Choosing an Explainer¶
SHAP-Go provides multiple explainer algorithms, each with different trade-offs between speed, accuracy, and model compatibility. This guide helps you choose the right explainer for your use case.
Quick Reference¶
| Explainer | Model Type | Accuracy | Speed | Status |
|---|---|---|---|---|
| TreeSHAP | XGBoost, LightGBM, CatBoost | Exact | Very Fast | Implemented |
| LinearSHAP | Linear, Logistic | Exact | Fastest | Implemented |
| AdditiveSHAP | GAMs (no interactions) | Exact | Very Fast | Implemented |
| PermutationSHAP | Any | Exact | Slow | Implemented |
| SamplingSHAP | Any | Approximate | Fast | Implemented |
| KernelSHAP | Any | Approximate | Medium | Implemented |
| ExactSHAP | Any (≤15 features) | Exact | Very Slow | Implemented |
| DeepSHAP | Neural Networks | Approximate | Fast | Implemented |
| GradientSHAP | Any Differentiable | Approximate | Fast | Implemented |
| PartitionSHAP | Structured/Grouped | Approximate | Fast | Implemented |
Decision Guide¶
graph TD
A[What type of model?] --> B{Tree-based?}
B -->|Yes| C[TreeSHAP]
B -->|No| D{Linear model?}
D -->|Yes| E[LinearSHAP]
D -->|No| D2{Additive/GAM?}
D2 -->|Yes| E2[AdditiveSHAP]
D2 -->|No| F{≤15 features?}
F -->|Yes| G{Need exact values?}
G -->|Yes| H[ExactSHAP]
G -->|No| I[KernelSHAP]
F -->|No| J{Need local accuracy guarantee?}
J -->|Yes| K[PermutationSHAP]
J -->|No| L{Need lower variance?}
L -->|Yes| M[KernelSHAP]
L -->|No| N[SamplingSHAP]
C --> O[Exact, O(TLD²)]
E --> P[Exact, O(n)]
E2 --> P2[Exact, O(n×b)]
H --> Q[Exact, O(2ⁿ)]
K --> R[Exact, O(n!
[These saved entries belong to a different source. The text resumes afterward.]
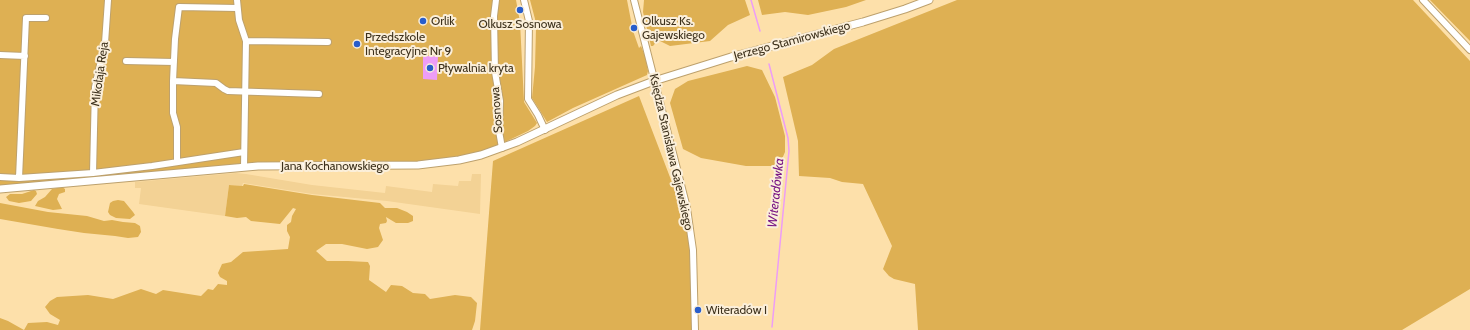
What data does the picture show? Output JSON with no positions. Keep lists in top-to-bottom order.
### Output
{
  "streets": {
    "main road": ["Jerzego Stamirowskiego", "Jana Kochanowskiego"],
    "street": ["Mikołaja Reja", "Sosnowa", "Księdza Stanisława Gajewskiego"]
  },
  "crossings": [
    ["Jerzego Stamirowskiego", "Księdza Stanisława Gajewskiego"],
    ["Jerzego Stamirowskiego", "Jana Kochanowskiego"],
    ["Sosnowa", "Jana Kochanowskiego"],
    ["Księdza Stanisława Gajewskiego", "Jana Kochanowskiego"]
  ],
  "water": ["Witeradówka"],
  "places": [
    "Olkusz Sosnowa",
    "Orlik",
    "Olkusz Ks. Gajewskiego",
    "Przedszkole Integracyjne Nr 9",
    "Pływalnia kryta",
    "Witeradów I"
  ]
}
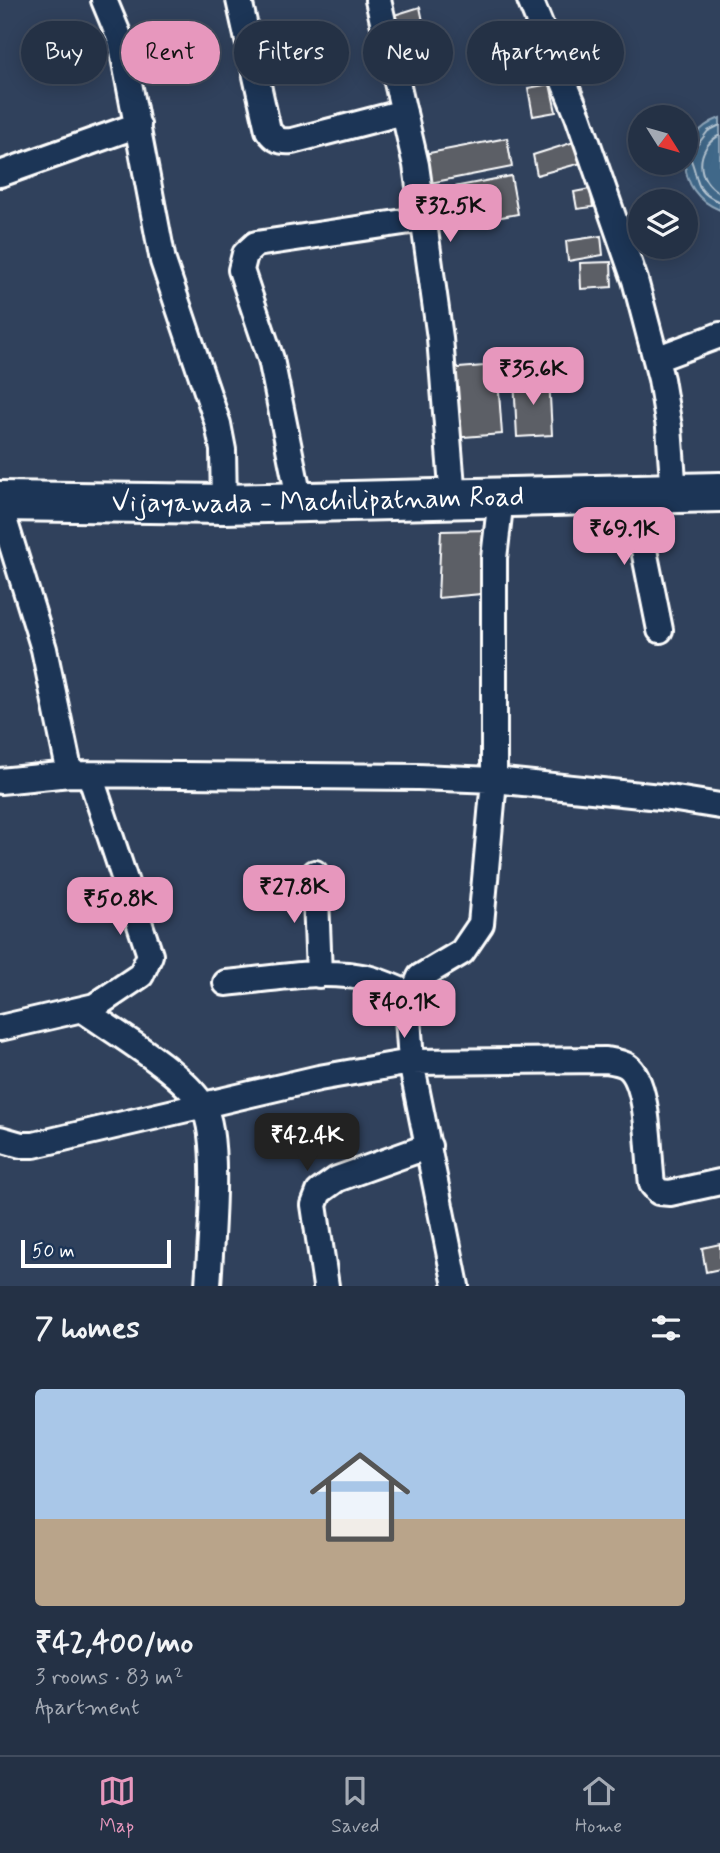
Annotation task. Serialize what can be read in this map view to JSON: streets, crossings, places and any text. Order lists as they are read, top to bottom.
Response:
{
  "streets": {
    "highway": ["Vijayawada - Machilipatnam Road"]
  },
  "scale_bar": "50 m",
  "north": "bottom right",
  "page": {
    "chip": [
      "Buy",
      "Rent",
      "Filters",
      "New",
      "Apartment"
    ],
    "price": [
      "₹32.5K",
      "₹35.6K",
      "₹69.1K",
      "₹27.8K",
      "₹50.8K",
      "₹40.1K",
      "₹42.4K"
    ],
    "scale": "50 m",
    "heading": "7 homes",
    "list": [
      {
        "name": "₹42,400/mo",
        "note": "3 rooms · 83 m² · Apartment"
      }
    ],
    "tabs": ["Map", "Saved", "Home"]
  }
}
× model calls)]
M --> S[Approximate, weighted regression]
N --> T[Approximate, fast sampling]
Implemented Explainers¶
TreeSHAP¶
Best for: XGBoost, LightGBM, and other tree ensemble models.
| Property | Value |
|---|---|
| Accuracy | Exact |
| Complexity | O(TLD²) where T=trees, L=leaves, D=depth |
| Background data | Not needed |
| Local accuracy | Guaranteed |
When to use:
- You have an XGBoost or LightGBM model
- You need exact values for regulatory/compliance
- You're explaining many predictions (batch processing)
- Speed is critical
When NOT to use:
- Your model is not a tree ensemble
- You need interaction values (not yet implemented)
LinearSHAP¶
Best for: Linear regression, logistic regression, and other linear models.
| Property | Value |
|---|---|
| Accuracy | Exact (closed-form solution) |
| Complexity | O(n) where n=features |
| Background data | Required (for feature means) |
| Local accuracy | Guaranteed |
When to use:
- Linear regression, logistic regression
- Ridge/Lasso regression
- Any model with linear coefficients
- You need zero variance in estimates
When NOT to use:
- Your model is non-linear
- You don't have access to model weights
AdditiveSHAP¶
Best for: Generalized Additive Models (GAMs) with no feature interactions.
| Property | Value |
|---|---|
| Accuracy | Exact (closed-form solution) |
| Complexity | O(n × b) where n=features, b=background |
| Background data | Required |
| Local accuracy | Guaranteed |
When to use:
- Generalized Additive Models (GAMs)
- Spline-based models (pygam, interpret-ml)
- Any model of the form: f(x) = Σ fᵢ(xᵢ)
- Your model has no feature interactions
When NOT to use:
- Your model has feature interactions
- Tree models (use TreeSHAP)
- Linear models (use LinearSHAP - more efficient)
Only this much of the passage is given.